> [Source data]:
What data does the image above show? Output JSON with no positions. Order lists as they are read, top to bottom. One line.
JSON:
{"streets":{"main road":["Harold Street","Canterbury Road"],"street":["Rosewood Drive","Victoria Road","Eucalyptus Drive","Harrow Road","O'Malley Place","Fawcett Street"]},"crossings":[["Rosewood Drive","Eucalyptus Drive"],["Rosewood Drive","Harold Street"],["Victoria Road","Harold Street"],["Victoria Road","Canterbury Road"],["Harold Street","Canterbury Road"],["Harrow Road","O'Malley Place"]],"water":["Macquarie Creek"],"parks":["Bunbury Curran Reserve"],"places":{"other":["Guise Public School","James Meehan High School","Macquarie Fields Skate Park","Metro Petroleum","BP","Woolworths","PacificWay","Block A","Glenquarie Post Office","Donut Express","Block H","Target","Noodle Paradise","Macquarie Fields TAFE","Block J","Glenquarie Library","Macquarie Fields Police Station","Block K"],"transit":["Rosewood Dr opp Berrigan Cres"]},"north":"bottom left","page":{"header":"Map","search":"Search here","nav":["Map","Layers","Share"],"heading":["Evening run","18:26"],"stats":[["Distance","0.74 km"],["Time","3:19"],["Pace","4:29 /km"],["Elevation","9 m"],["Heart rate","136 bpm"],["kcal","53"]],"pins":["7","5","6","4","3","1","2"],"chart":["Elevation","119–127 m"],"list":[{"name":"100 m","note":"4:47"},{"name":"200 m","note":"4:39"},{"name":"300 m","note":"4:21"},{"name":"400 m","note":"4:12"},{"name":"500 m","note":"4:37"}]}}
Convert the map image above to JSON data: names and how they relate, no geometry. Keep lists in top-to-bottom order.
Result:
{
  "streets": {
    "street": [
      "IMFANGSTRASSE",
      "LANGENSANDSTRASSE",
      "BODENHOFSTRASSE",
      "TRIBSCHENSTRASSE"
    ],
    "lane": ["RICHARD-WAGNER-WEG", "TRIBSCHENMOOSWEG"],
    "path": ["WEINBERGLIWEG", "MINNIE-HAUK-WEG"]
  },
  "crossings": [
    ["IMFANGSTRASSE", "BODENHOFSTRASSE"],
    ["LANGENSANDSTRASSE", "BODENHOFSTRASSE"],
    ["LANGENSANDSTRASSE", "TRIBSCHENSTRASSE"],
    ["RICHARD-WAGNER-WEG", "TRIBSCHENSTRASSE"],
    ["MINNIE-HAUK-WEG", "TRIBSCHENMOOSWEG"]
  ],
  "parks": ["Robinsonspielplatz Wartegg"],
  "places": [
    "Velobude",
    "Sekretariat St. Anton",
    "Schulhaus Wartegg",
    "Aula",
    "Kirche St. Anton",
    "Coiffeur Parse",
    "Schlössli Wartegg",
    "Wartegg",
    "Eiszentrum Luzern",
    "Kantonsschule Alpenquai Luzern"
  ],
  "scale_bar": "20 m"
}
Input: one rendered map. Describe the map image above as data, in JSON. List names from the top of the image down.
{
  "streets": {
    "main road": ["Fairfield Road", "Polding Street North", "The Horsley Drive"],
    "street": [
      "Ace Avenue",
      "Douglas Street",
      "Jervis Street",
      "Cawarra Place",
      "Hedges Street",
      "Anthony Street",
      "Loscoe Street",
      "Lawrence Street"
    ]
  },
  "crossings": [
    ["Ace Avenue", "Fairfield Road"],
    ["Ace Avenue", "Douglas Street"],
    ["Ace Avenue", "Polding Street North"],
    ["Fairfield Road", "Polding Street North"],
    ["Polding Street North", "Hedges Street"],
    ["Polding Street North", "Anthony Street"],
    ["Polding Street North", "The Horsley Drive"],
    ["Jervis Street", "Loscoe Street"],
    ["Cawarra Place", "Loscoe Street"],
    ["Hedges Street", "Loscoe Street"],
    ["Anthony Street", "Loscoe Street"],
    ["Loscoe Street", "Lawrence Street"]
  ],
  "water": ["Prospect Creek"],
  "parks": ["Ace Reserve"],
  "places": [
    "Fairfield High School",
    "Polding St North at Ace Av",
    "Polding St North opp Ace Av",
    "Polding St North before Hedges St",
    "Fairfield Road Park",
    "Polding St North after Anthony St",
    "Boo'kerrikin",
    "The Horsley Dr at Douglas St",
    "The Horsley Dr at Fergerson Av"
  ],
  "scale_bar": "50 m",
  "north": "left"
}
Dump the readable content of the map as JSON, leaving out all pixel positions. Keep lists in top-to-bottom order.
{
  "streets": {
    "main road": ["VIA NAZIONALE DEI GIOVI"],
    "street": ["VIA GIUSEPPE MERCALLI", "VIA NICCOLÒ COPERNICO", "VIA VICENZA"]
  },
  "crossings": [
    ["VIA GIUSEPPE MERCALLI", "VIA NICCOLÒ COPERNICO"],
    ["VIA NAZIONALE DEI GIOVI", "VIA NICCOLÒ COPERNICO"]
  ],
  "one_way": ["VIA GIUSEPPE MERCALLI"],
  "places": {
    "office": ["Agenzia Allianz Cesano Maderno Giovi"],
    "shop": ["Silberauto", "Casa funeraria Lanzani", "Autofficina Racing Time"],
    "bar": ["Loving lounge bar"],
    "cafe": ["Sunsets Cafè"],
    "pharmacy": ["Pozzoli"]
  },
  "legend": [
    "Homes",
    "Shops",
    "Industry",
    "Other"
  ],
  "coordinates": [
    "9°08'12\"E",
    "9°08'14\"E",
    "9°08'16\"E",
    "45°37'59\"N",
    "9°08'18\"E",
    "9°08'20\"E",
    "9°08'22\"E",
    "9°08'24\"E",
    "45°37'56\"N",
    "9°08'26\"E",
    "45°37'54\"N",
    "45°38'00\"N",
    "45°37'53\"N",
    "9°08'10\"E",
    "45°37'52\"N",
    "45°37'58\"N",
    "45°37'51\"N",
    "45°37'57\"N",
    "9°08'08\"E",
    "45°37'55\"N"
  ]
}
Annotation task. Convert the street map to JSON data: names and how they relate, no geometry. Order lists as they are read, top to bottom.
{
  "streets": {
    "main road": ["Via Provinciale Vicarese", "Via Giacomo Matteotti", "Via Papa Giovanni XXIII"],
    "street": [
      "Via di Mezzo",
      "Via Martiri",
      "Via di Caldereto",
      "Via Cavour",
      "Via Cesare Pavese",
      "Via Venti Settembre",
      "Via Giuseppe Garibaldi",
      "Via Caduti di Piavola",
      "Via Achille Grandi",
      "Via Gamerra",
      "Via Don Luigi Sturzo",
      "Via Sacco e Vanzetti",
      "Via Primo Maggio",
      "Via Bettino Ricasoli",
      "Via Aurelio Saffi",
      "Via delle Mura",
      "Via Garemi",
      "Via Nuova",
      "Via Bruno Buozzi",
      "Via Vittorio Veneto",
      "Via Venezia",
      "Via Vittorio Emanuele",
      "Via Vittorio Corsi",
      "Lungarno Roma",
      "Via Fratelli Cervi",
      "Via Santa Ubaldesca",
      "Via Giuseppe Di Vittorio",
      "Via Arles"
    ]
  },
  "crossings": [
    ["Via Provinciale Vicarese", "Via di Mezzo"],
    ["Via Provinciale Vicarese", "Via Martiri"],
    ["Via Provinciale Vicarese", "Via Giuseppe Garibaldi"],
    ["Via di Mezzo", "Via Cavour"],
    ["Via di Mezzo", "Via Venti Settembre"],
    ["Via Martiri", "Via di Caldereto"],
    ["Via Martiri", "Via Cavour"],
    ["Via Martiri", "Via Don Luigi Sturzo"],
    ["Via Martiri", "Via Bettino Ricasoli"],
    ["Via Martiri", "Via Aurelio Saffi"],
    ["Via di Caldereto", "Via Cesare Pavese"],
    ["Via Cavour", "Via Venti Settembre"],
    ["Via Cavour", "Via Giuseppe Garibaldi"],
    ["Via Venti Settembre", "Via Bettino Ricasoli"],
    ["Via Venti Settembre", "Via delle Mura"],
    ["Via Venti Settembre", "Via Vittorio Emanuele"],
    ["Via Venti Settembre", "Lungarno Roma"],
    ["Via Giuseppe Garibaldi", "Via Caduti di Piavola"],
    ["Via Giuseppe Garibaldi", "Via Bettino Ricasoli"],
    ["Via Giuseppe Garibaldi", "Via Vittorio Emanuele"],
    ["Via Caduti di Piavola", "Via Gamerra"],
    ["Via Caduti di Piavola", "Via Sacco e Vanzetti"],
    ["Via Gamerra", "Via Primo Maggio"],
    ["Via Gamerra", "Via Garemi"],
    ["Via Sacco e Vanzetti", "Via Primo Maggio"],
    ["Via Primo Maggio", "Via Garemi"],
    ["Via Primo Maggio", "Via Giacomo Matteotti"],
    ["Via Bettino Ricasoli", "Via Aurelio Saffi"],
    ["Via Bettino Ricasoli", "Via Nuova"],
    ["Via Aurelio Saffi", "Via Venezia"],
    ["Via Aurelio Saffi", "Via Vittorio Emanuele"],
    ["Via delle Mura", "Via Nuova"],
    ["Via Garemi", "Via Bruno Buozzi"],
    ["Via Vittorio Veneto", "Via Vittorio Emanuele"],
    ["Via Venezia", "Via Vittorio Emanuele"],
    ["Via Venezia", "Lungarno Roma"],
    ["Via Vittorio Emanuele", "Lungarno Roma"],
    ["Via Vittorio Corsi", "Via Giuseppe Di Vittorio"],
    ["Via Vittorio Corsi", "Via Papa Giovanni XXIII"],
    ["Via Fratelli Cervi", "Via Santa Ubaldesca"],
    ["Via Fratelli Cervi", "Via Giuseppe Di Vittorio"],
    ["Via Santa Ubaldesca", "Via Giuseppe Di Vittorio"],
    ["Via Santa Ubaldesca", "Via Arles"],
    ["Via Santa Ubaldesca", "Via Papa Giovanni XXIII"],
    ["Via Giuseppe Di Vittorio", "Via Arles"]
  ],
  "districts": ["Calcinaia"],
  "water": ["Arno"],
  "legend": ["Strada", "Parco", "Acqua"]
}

> [Problem to work on]: Pull every line containing "Luzern" out of the entries.

> [Task output]:
    "Eiszentrum Luzern",
    "Kantonsschule Alpenquai Luzern"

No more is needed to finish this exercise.